The Collection of George Costakis


Thesaloniki, State Museum of Contemporary Art , Soviet Alternative Art 1956 -1988 from the Costakis Collections, 7 June - 10 September, 2006


Ye. Barabanov, I. Shvartsman et al. (Eds.), Mikhail Shvartsman, St. Petersburg: Palace Editions, 2005, Cat. No. 108, pp. 110-111, 371, ill. plate 22 (incorrectly titled Paternal Structure)

Maria Tsantsanoglou (Ed.), Soviet Alternative Art (1956-1988) From the Costakis Collections, Athens, 2006, p.155 (illustrated and incorrectly titled Mecca)

Catalogue Note

During the 1970s several of Russia's non-conformist artists were experimenting with abstraction, and one of the most significant of these was the Jewish-Russian painter Mikhail Shvartsman.  Even as early as the 1950s he had set out to devise a coherent system in which to express his personal spiritual experience, a space where his religious thinking could meet with artistic experience.  He did not take part in the underground exhibitions of his contemporaries, choosing to work alone and actively eschewed his identity as an artist, preferring instead to be called a 'hierat' a name he took from the Greek word 'heiros', meaning holy or sacred, as well as priest.
Shvartsman usually worked in oil on panel, which he would inscribe on the reverse with elaborate Cyrillic calligraphy reminiscent of Old Church Slavonic, perhaps suggesting comparison between his work and the Orthodox religious icon for its role as gateway to the divine.  In fact, Shvartsman took pains to discourage such academic interpretation as he viewed his art as a product of genuine personal spiritual experience and therefore saw his works as vehicles for transmitting pure religious experience in the present.
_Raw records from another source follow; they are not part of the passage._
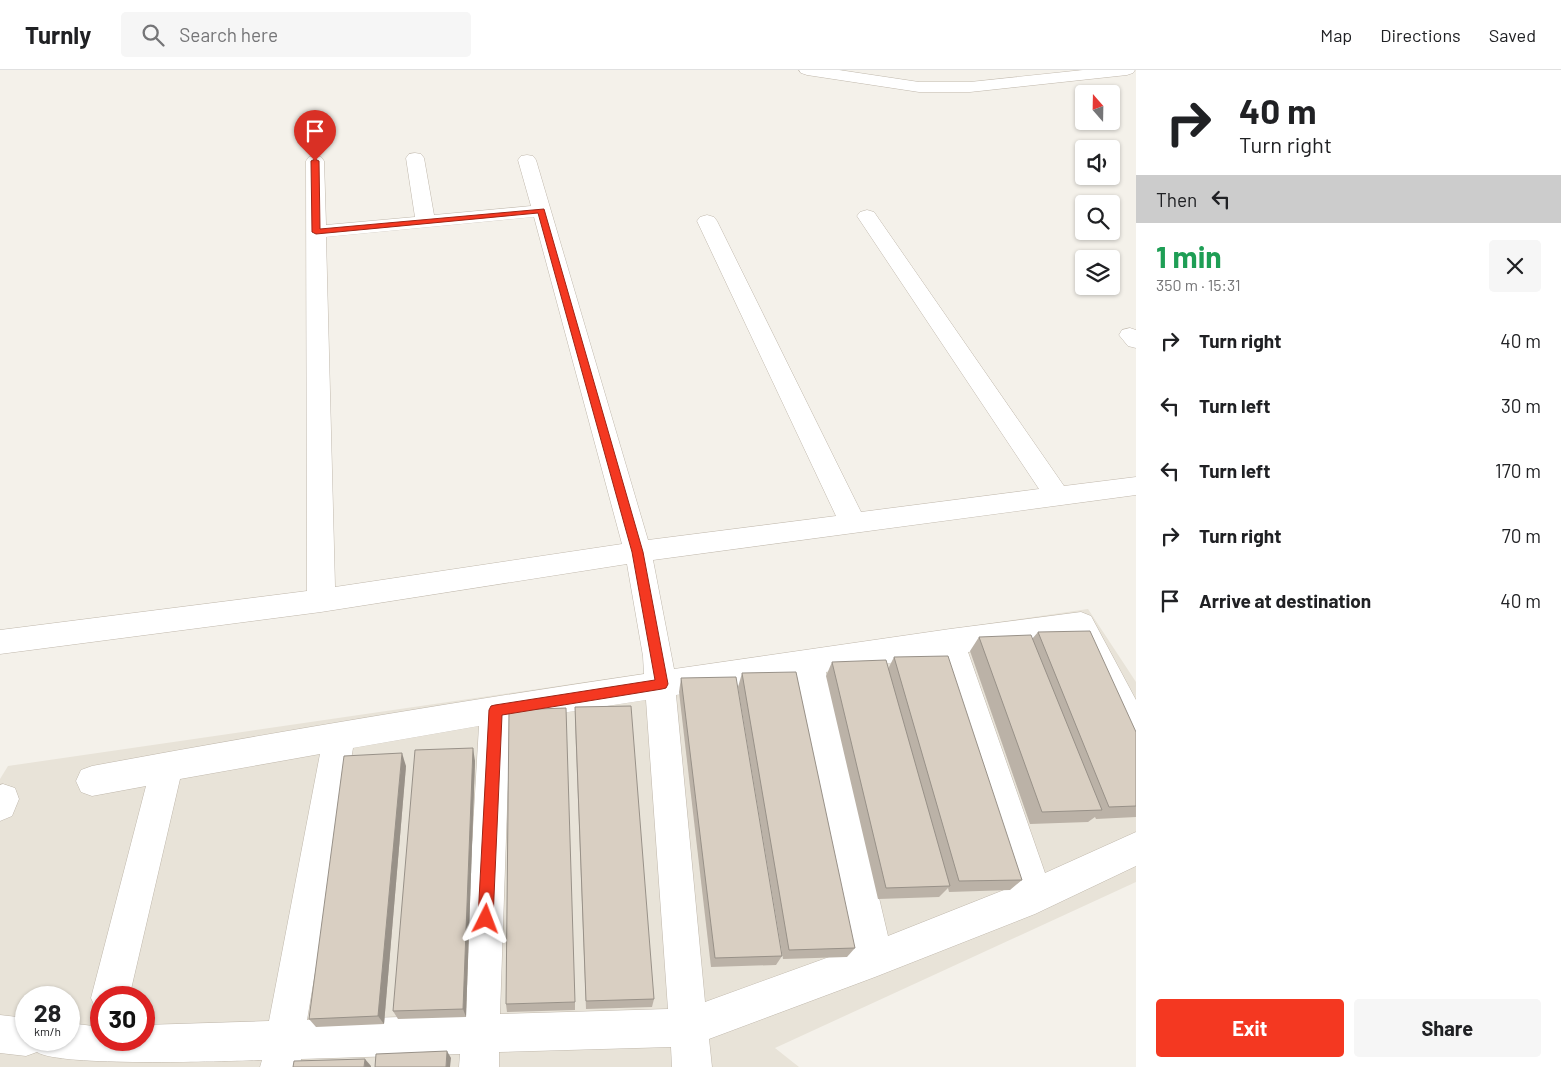 <!DOCTYPE html>
<meta charset="utf-8">
<style>
:root{--surface:#fff;--page:#f6f6f6;--text:#202124;--muted:#757577;--line:#e0e0e0;--accent:#f43821}
body{margin:0;font-family:Barlow,sans-serif;background:var(--page);color:var(--text);height:100vh;display:flex;flex-direction:column;font-size:19px;white-space:nowrap}
*{box-sizing:border-box;margin:0}
p{font-size:16px;color:var(--muted)}
.icon{flex:none;width:28px;height:28px;fill:none;stroke:currentColor;stroke-width:2;stroke-linecap:round;stroke-linejoin:round}
.map{position:relative;flex:1;overflow:hidden}
.drawer{display:flex;flex-direction:column;background:var(--surface);width:425px}
.drawer>*{flex:none}
.guide{background:#fff;color:var(--text);overflow:hidden}
.needle{width:32px;rotate:340deg}
.tools{position:absolute;left:1075px;top:15px;display:grid;gap:10px}
.tools a{display:grid;place-items:center;width:45px;height:45px;border-radius:5px;background:var(--surface);box-shadow:0 1px 4px #0004;font-size:25px}
.speed{position:absolute;left:15px;top:916px;display:flex;gap:10px;font-size:25px;font-weight:700;text-align:center}
.speed>*{display:grid;place-content:center;width:65px;height:65px;border-radius:50%;background:var(--surface);box-shadow:0 1px 4px #0004;line-height:1}
.speed small{font-size:12px;font-weight:400}
.speed .limit{border:8px solid #d22;background:#fff;color:#111}
.pin{position:absolute;display:grid;place-items:center;width:42px;height:42px;color:#fff;margin:-51px -21px;border-radius:50% 50% 50% 0;rotate:-45deg;box-shadow:0 0 5px #0007}
.pin .icon{rotate:45deg}
.me{position:absolute;width:55px;margin:-28px;rotate:3deg;stroke-linejoin:round;filter:drop-shadow(0 0 4px #0008)}
.turn{display:flex;align-items:center;gap:18px;height:105px;padding:0 20px;font-size:22px}
.turn .icon{width:65px;height:65px;stroke-width:2.5}
.turn b{display:block;font-size:35px;line-height:42px}
.then{display:flex;align-items:center;height:48px;padding:0 20px;background:#0003;gap:10px;font-size:19px}
.round{display:grid;place-items:center;flex:none;width:52px;height:52px;border-radius:5px;background:var(--page)}
.headline{display:flex;align-items:center;justify-content:space-between;height:85px;padding:0 20px}
h1{font-size:30px;font-weight:700;line-height:38px;color:#1e9e55}
.cta{display:flex;gap:10px;margin-top:auto;padding:10px 20px}
.cta a{flex:1;height:58px;border-radius:5px;background:var(--accent);color:#fff;font-size:20px;font-weight:700;line-height:58px;text-align:center}
.cta a+a{background:var(--page);color:var(--text)}
ul{padding:0;list-style:none}
li{display:flex;align-items:center;gap:15px;height:65px;padding:0 20px}
li div{flex:1}
li b{display:block;font-size:19px}
li em{font-style:normal}
header{display:flex;align-items:center;gap:30px;box-sizing:border-box;height:70px;padding:0 25px;background:var(--surface);border-bottom:1px solid var(--line)}
header strong{font-size:24px}
nav{display:flex;gap:28px;margin-inline-start:auto;font-size:18px}
.search{width:350px;height:45px;background:var(--page);display:flex;align-items:center;gap:12px;box-sizing:border-box;padding:0 18px;border-radius:5px;color:var(--muted);font-size:19px}
main{display:flex;flex:1;min-height:0}
.map>svg:first-child{display:block}
.residential{fill:#e8e3d8;fill-rule:evenodd}
.lines{fill:none;stroke-linecap:round;stroke-linejoin:round}
.minor-casing{stroke:#c0b8ac;stroke-width:1}
.minor{fill:#fff;fill-rule:evenodd}
.wall{fill:#bbb2a7}
.shaded-wall{fill:#989188}
.building{fill:#d9cfc2;stroke:#989188}
.route{fill:#f43821;stroke:#9f2415}
</style>
<header>
<strong>Turnly</strong>
<div class="search"><svg class="icon" aria-label="search" viewBox="0 0 24 24"><circle cx="10" cy="10" r="6"/><path d="M15 15l6 6"/></svg>Search here</div>
<nav><a>Map</a><a>Directions</a><a>Saved</a></nav>
</header>
<main>
<div class="map">
<svg width="1136" height="997" viewBox="0 0 1136 997">
<rect width="100%" height="100%" fill="#f4f1ea"/>
<path class="residential" d="M1088,539L1136,612V812L775,978L799,997H0V709L8,696ZM26,928H69V970H26ZM101,928H144V970H101Z"/>
<g class="lines">
<g class="minor-casing">
<g id="minor">
<path d="M799,0H839L919,12H970L1083,0H1135L1133,3L1127,5L970,22H919L807,5L801,3Z"/>
<path d="M415,83L421,84L424,88L434,145L531,136L518,90L521,86L527,85L533,86L536,90L648,470L836,446L697,151L700,147L707,145L714,147L717,151L861,442L1039,419L857,146L860,142L867,140L874,142L1064,416L1136,407V425L653,490L674,599L950,559L1081,542L1091,546L1136,630V675L1125,671L1073,567L968,582L1045,803L1136,762V796L1035,844L875,907L709,969L712,997H672L671,977L499,982V997H459L460,984L301,989L300,997H260L262,990C223,991 59,997 37,982L26,986L0,983V945L26,948V970H69V953L101,957V970H144V955L269,951L320,684L180,709L129,928H101V943L97,941L91,928L146,716L92,726L81,722L76,711L81,700L92,696C275,662 460,631 644,604L643,586L627,494L321,542L0,584V560L307,521L306,91L309,87L315,86L321,87L324,91L326,155L415,147L406,88L409,84ZM534,147L622,474L335,517L326,167ZM940,586L1014,816L888,866L826,602ZM797,607L854,878L705,932L676,625ZM646,630L668,939L500,944L510,651ZM479,656L462,945L307,950L353,678Z"/>
<path d="M1130,258L1136,260V278L1128,276L1119,265L1122,260Z"/>
<path d="M3,714L15,718L19,729L12,746L0,751V715Z"/>
</g>
</g>
<use href="#minor" class="minor"/>
</g>
<g class="wall">
<path d="M1038,562L1136,662V747L1096,749L1095,747L1088,752L1030,754L970,581L979,567L1032,569Z"/>
<path d="M894,587L1022,810L1010,820L949,822L948,818L939,827L878,829L826,606L832,592L888,599Z"/>
<path d="M742,603L855,878L847,887L783,889L738,617Z"/>
<path d="M681,608L782,886L776,895L711,897L679,622Z"/>
<path d="M575,637L654,929L652,937L586,939L575,651Z"/>
<path d="M475,691L466,947L398,949L393,941Z"/>
<path d="M406,696L384,954L316,957L309,949Z"/>
<path d="M575,932V940L507,942L506,934Z"/>
</g>
<g class="shaded-wall">
<path d="M473,678L475,691L466,947L463,939Z"/>
<path d="M402,683L406,696L384,954L378,946Z"/>
<path d="M447,981L451,988L450,997H446Z"/>
<path d="M365,989L371,996V997H364Z"/>
</g>
<g class="building">
<path d="M1090,561L1136,662V736L1109,737L1038,562Z"/>
<path d="M1031,565L1102,740L1042,742L979,567Z"/>
<path d="M948,586L1022,810L959,811L894,587Z"/>
<path d="M886,590L950,816L886,818L832,592Z"/>
<path d="M796,602L855,878L789,880L742,603Z"/>
<path d="M736,607L782,886L715,888L681,608Z"/>
<path d="M631,636L654,929L586,931L575,637Z"/>
<path d="M566,638L575,932L506,934L509,640Z"/>
<path d="M473,678L463,939L393,941L415,680Z"/>
<path d="M402,683L378,946L309,949L344,686Z"/>
<path d="M447,981L446,997H375L376,984Z"/>
<path d="M365,989L364,997H293L294,991Z"/>
</g>
<path class="route" d="M315,89L319,91L320,159L544,139L643,482L668,614L666,618L662,619L502,645L493,849L491,855L486,857L481,855L478,849L489,640L491,636L495,635L655,610L632,482L538,143L316,164L312,162L311,91Z"/>
</svg>
<div class="tools">
<a><svg class="needle" viewBox="-14 -14 28 28"><path d="M0-13l5 13h-10z" fill="#e53935"/><path d="M0 13l5-13h-10z" fill="#757577"/></svg></a>
<a><svg class="icon" aria-label="sound" viewBox="0 0 24 24"><path d="M4 9h4l5-4v14l-5-4H4zM17 9q2 3 0 6"/></svg></a>
<a><svg class="icon" aria-label="search" viewBox="0 0 24 24"><circle cx="10" cy="10" r="6"/><path d="M15 15l6 6"/></svg></a>
<a><svg class="icon" aria-label="layers" viewBox="0 0 24 24"><path d="M12 4l9 5-9 5-9-5zM3 14l9 5 9-5"/></svg></a>
</div>
<div class="speed"><div>28<small>km/h</small></div><div class="limit">30</div></div>
<div class="pin" style="left:315px;top:91px;background:#d93025"><svg class="icon" aria-label="arrive" viewBox="0 0 24 24"><path d="M6 21V4h12l-3 4 3 4H6"/></svg></div>
<svg class="me" style="left:486px;top:849px" viewBox="-20 -20 40 40"><path d="M0-17L14 15 0 8-14 15z" fill="#f43821" stroke="#fff" stroke-width="4"/></svg>
</div>
<section class="drawer">
<div class="guide">
<div class="turn"><svg class="icon" aria-label="right" viewBox="0 0 24 24"><path d="M7 20v-9h11M14 6l5 5-5 5"/></svg><div><b>40 m</b>Turn right</div></div>
<div class="then">Then<svg class="icon" aria-label="left" viewBox="0 0 24 24"><path d="M17 20v-9H6M10 6l-5 5 5 5"/></svg></div>
</div>
<div class="headline"><div><h1>1 min</h1><p>350 m · 15:31</p></div><a class="round"><svg class="icon" aria-label="close" viewBox="0 0 24 24"><path d="M6 6l12 12M18 6L6 18"/></svg></a></div>
<ul>
<li><svg class="icon" aria-label="right" viewBox="0 0 24 24"><path d="M7 20v-9h11M14 6l5 5-5 5"/></svg><div><b>Turn right</b></div><em>40 m</em></li>
<li><svg class="icon" aria-label="left" viewBox="0 0 24 24"><path d="M17 20v-9H6M10 6l-5 5 5 5"/></svg><div><b>Turn left</b></div><em>30 m</em></li>
<li><svg class="icon" aria-label="left" viewBox="0 0 24 24"><path d="M17 20v-9H6M10 6l-5 5 5 5"/></svg><div><b>Turn left</b></div><em>170 m</em></li>
<li><svg class="icon" aria-label="right" viewBox="0 0 24 24"><path d="M7 20v-9h11M14 6l5 5-5 5"/></svg><div><b>Turn right</b></div><em>70 m</em></li>
<li><svg class="icon" aria-label="arrive" viewBox="0 0 24 24"><path d="M6 21V4h12l-3 4 3 4H6"/></svg><div><b>Arrive at destination</b></div><em>40 m</em></li>
</ul>
<div class="cta"><a>Exit</a><a>Share</a></div>
</section>
</main>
The subject matter of his works falls into two main categories, that of geometric abstraction (architectonics) and the heads of mediaeval heralds, whose elongated features resemble masks, or the faces on Greek and Russian icons, such as in the offered lot. Shvartsman's sensitivity to colour is particularly striking.  The present lot is typical for its muted palette of violet, brown, green and blue, whose subtle tones resonate and glow.  In such works the artist as visionary points us towards a higher state of consciousness, meditation and finally transcendence.

The offered lot was acquired directly from the artist by the famous Greek collector of Russian avant-garde and nonconformist art, George Costakis in the 1970s.